TALLAHASSEE, Fla. (CAPITOL NEWS SERVICE) - After a day and a half of testimony, Federal Judge Robert Hinkle is considering whether to temporarily block the Florida law requiring felons to pay all fines, fees, and restitution before becoming eligible for voting rights restoration under Amendment 4.
Civil rights groups like the ACLU argued the state of Florida is violating the U.S. Constitution by barring voting rights restoration to those who cannot afford to pay. (MGN)
Civil rights groups like the ACLU argued the state of Florida is violating the U.S. Constitution by barring voting rights restoration to those who cannot afford to pay.
“The Supreme Court has said over and over again that that's fundamental, you can't make it dependent on whether or not you're rich or poor,” said Orion Danjuma, an attorney with the ACLU.
Danjuma also pointed out patchwork record-keeping can make it incredibly difficult for many felons, like plaintiff Pastor Clifford Tyson, to determine what they owe in the first place.
“One paper says one thing, another one says another thing,” said Tyson.
Tyson needed help from attorneys to find he owes at least $50,000 from his past convictions.
“The system that's in place is entirely broken,” said Danjuma.
The state argued Amendment 4 itself mandates the payment requirements and noted that it's working to make it easier to determine eligibility.
The judge gave little indication of when or how he might rule, but he closed with a quote from President Ronald Reagan, "Freedom is never more than one generation away from extinction."
The words struck a chord with Pastor Tyson, who registered to vote before the law was passed but would lose the right once again if the law stands.
“Because when I got released from prison, that was only the beginning, but it was like that statement took more shackles off of me and so that was very, very personal,” said Tyson.
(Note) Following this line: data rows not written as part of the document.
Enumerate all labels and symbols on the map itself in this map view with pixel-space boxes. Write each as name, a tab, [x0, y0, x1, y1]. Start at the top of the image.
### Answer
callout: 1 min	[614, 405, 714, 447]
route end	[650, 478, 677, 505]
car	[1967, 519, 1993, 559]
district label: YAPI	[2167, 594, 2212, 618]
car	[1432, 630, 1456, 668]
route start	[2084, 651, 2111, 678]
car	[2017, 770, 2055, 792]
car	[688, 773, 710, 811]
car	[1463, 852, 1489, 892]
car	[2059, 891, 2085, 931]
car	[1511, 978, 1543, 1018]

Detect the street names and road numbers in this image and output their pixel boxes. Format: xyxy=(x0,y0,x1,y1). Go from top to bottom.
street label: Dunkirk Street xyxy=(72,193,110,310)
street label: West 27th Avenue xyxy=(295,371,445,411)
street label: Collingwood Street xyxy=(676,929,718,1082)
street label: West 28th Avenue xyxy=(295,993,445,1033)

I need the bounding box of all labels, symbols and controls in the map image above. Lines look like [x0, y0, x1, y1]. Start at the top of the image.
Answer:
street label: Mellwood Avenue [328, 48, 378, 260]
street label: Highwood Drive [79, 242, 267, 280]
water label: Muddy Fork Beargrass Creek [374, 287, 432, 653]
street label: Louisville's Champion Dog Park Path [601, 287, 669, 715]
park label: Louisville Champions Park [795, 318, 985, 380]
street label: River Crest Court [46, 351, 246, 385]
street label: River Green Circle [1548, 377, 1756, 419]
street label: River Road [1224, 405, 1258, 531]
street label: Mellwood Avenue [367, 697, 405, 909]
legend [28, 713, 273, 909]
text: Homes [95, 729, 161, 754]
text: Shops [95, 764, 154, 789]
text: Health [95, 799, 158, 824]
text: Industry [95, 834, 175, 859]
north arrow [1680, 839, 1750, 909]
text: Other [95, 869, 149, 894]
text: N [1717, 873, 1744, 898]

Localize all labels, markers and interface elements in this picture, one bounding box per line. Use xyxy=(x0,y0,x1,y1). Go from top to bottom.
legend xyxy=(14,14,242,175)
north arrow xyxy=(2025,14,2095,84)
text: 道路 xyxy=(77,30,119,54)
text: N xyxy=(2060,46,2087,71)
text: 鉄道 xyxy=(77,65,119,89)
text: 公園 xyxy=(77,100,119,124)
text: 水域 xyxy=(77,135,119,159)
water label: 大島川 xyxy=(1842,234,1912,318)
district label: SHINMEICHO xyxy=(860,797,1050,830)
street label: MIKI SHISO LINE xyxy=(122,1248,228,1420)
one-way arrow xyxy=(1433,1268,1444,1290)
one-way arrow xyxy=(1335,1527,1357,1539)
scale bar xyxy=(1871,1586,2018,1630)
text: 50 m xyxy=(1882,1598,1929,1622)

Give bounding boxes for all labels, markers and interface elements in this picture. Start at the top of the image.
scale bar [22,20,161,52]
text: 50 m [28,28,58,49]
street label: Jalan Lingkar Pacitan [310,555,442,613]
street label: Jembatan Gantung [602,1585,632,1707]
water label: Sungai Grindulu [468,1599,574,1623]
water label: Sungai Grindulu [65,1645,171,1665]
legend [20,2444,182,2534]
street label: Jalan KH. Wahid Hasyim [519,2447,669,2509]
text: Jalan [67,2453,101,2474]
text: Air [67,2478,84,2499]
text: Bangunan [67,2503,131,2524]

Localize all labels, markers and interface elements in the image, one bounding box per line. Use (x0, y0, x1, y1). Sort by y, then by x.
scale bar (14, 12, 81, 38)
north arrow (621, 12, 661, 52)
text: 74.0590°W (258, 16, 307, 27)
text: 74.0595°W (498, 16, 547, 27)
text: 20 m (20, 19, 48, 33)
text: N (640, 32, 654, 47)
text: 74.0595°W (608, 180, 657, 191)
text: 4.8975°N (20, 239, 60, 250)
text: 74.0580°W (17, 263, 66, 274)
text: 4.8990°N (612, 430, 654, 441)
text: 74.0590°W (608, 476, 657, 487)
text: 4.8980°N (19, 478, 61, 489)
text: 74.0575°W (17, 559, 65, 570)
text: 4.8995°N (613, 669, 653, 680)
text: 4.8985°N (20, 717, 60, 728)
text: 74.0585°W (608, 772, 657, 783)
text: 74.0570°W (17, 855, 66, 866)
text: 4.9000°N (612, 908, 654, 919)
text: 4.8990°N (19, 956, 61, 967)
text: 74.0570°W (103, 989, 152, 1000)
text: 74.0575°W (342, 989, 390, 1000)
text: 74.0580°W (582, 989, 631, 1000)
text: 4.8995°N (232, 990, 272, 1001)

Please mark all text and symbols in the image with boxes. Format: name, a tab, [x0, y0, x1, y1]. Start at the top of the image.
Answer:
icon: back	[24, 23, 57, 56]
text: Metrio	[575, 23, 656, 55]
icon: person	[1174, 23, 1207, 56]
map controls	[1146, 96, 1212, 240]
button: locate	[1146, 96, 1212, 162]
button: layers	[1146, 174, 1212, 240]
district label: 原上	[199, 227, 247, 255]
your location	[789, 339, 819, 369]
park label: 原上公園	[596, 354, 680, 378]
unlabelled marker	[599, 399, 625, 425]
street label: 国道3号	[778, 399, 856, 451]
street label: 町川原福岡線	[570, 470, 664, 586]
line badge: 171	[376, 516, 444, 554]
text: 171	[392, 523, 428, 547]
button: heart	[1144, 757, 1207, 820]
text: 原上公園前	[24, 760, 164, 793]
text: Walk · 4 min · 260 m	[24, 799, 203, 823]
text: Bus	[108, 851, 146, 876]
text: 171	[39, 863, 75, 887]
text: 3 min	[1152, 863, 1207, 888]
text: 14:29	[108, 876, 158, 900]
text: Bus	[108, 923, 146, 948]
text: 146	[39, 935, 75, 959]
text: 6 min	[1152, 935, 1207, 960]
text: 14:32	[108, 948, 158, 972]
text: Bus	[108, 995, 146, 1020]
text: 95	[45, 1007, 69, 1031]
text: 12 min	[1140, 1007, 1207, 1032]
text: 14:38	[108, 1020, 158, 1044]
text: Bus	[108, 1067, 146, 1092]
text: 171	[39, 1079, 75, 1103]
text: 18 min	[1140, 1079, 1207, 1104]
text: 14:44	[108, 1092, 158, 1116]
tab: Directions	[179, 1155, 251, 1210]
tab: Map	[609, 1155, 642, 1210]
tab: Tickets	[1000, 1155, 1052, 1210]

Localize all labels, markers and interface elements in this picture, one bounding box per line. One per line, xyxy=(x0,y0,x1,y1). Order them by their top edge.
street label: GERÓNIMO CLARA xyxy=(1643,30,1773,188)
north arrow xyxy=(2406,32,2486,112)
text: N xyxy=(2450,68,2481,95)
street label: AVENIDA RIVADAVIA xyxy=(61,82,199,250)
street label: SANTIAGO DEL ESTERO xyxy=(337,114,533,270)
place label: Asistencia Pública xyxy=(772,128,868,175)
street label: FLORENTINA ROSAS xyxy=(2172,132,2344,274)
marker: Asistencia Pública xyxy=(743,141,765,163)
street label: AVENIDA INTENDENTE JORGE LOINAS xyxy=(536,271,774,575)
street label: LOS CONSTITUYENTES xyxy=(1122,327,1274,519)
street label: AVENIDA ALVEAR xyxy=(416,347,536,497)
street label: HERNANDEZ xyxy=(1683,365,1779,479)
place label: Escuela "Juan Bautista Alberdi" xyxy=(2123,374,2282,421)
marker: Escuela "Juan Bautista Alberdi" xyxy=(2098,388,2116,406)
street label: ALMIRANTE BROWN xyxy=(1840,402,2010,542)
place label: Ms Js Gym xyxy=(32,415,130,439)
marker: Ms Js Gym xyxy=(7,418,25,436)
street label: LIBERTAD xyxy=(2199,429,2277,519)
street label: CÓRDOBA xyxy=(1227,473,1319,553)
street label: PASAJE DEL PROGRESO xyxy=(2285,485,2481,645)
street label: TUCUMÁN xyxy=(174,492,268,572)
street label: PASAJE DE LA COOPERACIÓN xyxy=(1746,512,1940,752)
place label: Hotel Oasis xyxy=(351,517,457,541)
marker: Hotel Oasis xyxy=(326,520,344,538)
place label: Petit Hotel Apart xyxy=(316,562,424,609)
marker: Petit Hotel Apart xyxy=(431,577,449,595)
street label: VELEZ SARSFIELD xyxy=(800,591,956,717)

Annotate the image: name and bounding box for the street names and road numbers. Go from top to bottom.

Judge Hinkle did drop one hint. He said if either side believes they're completely right in this case, they’re fooling themselves.
A trial date has been set for April, but Hinkle suggested multiple times throughout the hearing that he hopes state agencies and the Legislature can work to address many of the systemic issues surrounding felons' voting rights restoration without waiting for the courts to force their hand.